It’s at all times nice to have a film kick off with a chunk of music you want, so the sound of Roxy Music’s “Love Is The Drug” over the opening credit of “Compartment No. 6” introduced a simple smile to my face. However, because the film minimize to a cool/vigorous social gathering scene in a Moscow flat, attended principally by folks seemingly of their thirties, I had to withstand it for a second.
Would this be a type of film by which a Director of a Sure Age bestows his personal musical tastes on a social contingent youthful than his personal? As a result that’s probably a demerit. Such issues do take an again burner as director Juho Kuosmanen’s inquisitive cell digicam wanders by the social gathering. Laura (Seidi Haarla) is a seemingly insecure visitor at this to-do. When she enters a room the place some decidedly academic-casual characters are taking part in “determine that quote,” she’s one-upped by the lady working the sport, and in an insinuatingly humiliating manner. Later, we discover Laura’s Finnish, in Moscow to study the language, and that the lady who humiliated her is her lover right here.

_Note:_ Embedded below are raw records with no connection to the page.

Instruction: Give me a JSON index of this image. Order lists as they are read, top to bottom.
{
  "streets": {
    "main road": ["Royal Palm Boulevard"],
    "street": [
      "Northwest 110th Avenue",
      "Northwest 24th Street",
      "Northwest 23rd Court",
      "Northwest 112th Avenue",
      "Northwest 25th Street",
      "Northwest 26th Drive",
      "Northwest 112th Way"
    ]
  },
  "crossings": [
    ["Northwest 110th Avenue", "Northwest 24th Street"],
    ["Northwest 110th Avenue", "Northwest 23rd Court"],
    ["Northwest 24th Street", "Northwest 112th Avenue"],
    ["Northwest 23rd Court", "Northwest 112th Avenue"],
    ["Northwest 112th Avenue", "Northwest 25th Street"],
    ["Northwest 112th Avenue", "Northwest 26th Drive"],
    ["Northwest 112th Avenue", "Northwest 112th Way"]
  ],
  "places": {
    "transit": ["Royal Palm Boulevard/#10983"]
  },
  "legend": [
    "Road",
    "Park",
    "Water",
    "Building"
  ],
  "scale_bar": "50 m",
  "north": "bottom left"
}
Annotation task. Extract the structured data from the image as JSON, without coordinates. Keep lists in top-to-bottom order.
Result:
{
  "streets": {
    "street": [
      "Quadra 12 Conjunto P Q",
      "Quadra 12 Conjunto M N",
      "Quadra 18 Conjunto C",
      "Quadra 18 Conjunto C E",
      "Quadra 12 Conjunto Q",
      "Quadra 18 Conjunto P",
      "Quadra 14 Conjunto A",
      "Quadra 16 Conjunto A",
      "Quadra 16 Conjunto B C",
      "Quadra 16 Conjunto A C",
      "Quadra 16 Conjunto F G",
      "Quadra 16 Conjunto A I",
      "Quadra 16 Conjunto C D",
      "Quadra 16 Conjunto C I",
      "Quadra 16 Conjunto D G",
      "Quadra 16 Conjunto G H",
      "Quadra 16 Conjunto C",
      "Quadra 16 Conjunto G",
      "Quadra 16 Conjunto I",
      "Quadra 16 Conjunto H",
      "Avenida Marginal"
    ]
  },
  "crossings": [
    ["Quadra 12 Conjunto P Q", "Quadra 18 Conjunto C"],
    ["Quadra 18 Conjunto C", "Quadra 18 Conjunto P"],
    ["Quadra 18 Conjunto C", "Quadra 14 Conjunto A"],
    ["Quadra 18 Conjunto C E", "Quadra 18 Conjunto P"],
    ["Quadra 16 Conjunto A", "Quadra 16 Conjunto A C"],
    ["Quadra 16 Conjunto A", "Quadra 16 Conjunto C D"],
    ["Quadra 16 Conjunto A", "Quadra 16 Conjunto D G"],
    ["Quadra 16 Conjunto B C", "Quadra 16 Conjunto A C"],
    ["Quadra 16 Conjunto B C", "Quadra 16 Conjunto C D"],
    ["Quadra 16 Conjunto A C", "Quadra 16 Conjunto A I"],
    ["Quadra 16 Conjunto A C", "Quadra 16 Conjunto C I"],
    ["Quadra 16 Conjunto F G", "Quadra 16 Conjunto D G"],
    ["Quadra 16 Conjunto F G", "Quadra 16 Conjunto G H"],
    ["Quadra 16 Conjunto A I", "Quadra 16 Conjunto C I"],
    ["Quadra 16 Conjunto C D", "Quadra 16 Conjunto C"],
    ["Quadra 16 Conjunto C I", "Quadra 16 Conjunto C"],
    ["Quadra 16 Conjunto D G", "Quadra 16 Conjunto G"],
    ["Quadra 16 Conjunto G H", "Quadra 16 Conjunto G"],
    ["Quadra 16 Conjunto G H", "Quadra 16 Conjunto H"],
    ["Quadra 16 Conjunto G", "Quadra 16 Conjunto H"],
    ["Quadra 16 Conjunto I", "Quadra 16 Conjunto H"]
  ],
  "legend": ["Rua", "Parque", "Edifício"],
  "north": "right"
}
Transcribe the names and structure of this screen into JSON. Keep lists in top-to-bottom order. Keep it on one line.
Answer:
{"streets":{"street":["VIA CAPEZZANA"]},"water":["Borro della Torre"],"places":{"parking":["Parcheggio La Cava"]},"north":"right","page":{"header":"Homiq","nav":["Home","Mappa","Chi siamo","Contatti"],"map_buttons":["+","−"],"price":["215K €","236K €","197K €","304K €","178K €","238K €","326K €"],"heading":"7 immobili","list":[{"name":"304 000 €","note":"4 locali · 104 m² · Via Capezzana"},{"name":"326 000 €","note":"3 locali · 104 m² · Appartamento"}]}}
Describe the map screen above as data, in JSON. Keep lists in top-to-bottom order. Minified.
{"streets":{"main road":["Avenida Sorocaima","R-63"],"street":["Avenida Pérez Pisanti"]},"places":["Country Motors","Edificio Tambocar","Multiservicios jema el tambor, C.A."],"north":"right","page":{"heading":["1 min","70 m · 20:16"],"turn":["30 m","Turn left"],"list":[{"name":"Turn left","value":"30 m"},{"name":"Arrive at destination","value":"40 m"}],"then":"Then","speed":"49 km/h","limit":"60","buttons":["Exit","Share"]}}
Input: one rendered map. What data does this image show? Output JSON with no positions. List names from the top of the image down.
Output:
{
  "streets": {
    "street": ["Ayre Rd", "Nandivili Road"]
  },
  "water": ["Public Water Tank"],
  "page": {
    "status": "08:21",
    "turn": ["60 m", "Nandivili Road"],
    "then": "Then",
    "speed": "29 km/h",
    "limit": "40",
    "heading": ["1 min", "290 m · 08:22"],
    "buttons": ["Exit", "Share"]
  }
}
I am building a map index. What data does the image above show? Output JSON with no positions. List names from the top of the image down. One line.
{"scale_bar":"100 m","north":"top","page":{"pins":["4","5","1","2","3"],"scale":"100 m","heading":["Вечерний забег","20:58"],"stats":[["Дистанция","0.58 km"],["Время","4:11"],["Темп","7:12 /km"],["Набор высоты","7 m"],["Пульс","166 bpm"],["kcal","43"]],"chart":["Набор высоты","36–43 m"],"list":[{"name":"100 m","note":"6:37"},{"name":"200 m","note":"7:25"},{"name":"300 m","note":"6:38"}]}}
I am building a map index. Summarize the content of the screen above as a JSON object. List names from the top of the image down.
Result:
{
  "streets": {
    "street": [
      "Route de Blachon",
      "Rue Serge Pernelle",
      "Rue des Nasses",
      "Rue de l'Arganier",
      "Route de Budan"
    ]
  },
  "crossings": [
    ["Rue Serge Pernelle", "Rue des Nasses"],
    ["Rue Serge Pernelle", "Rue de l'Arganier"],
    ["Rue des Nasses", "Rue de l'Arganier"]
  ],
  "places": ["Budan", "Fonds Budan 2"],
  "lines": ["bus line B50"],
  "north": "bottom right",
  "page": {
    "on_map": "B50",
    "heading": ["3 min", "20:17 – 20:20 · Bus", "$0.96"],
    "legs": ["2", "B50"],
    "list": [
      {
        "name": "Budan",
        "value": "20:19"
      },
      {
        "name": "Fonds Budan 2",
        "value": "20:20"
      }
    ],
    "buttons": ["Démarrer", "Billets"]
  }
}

Quickly Laura is on a prepare, within the title compartment, on a several-day journey. The truth that she takes movies on a camcorder and tries to name her erstwhile lover—who was supposed to come back on this trek along with her—from a payphone clue us in: this can be an interval image, set in a time previous to the collapse of the Soviet Union. The prepare is fairly shabby however has an egalitarian bunk coverage: Laura’s compartment mate is a man, a seeming lout with a shaved head named Ljoha, who’s headed for a similar spot as Laura.
That spot is Murmansk, the place Laura hopes to soak up the petroglyphs (that’s rock carvings to you). Ljoha goes there to work. He jokes to Laura that she could be headed to Murmansk to be an intercourse employee to staff resembling him. And he places it much more crudely than that, which instantly repels Laura.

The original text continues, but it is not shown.